Rac1and Cdc42 activation assays
Rac1 and Cdc42 activity assays were performed as previously described [17]. In brief, 107 cells were grown in 10-cm dishes, washed in cold PBS, and lysed on ice in lysis buffer (50 mM Tris-HCl, pH 7.4, 1% NP-40, 100 mM NaCl, 10% glycerol, 5 mM MgCl2, and protease inhibitors). Cleared lysates were incubated for 1hr at 4°C with PAK-PBD beads (Cytoskeleton Inc.) to precipitate GTP-bound Rac1 and Cdc42, respectively. Precipitated complexes were washed three times in wash buffer and boiled in sample buffer. Total lysates and precipitates were analyzed on Western blot using mAbs against Rac1 and Cdc42 (Cytoskeleton, Inc., Denver, CO).
The half-maximal inhibitory concentration assay
The KLF7 knock down or control cells were seeded into a 96-well plate at a density of 10,000 cells per well, and allowed to grow for a day before treatment. After three days of treatment with cisplatin, the cell growth was evaluated by CCK-8 assay. The results were analyzed using GraphPad Prism 7.01 to determine the half-maximal inhibitory concentration (IC50) value.

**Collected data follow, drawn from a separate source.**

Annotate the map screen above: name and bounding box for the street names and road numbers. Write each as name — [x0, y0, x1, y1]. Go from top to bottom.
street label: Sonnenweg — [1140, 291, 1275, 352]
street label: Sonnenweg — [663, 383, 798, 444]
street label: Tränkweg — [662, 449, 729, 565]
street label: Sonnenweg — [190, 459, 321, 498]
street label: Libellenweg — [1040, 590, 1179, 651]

Cell transwell invasion and migration assay
A transwell insert with 8 µm pore polycarbonate membrane (Corning, #3403) coated with Matrigel was used in the assay. Cells were seeded into the upper compartment of the transwell with serum-free media, while media containing 10% fetal bovine serum was added to the lower compartment. This creates a gradient that stimulates cell migration. After incubation for 48 hours, the cells migrated in the lower compartment were visualized by staining with 0.1% crystal violet. The number of migrated cells in five representative fields per membrane was counted.
Statistical Analysis
The results are presented as the means ± standard deviations. All experiments were performed in triplicate, and statistical significance was determined by a two-tailed unpaired t-test. A P-value of < 0.05(*) was considered significant; a P-value < 0.01 (**) was considered highly significant.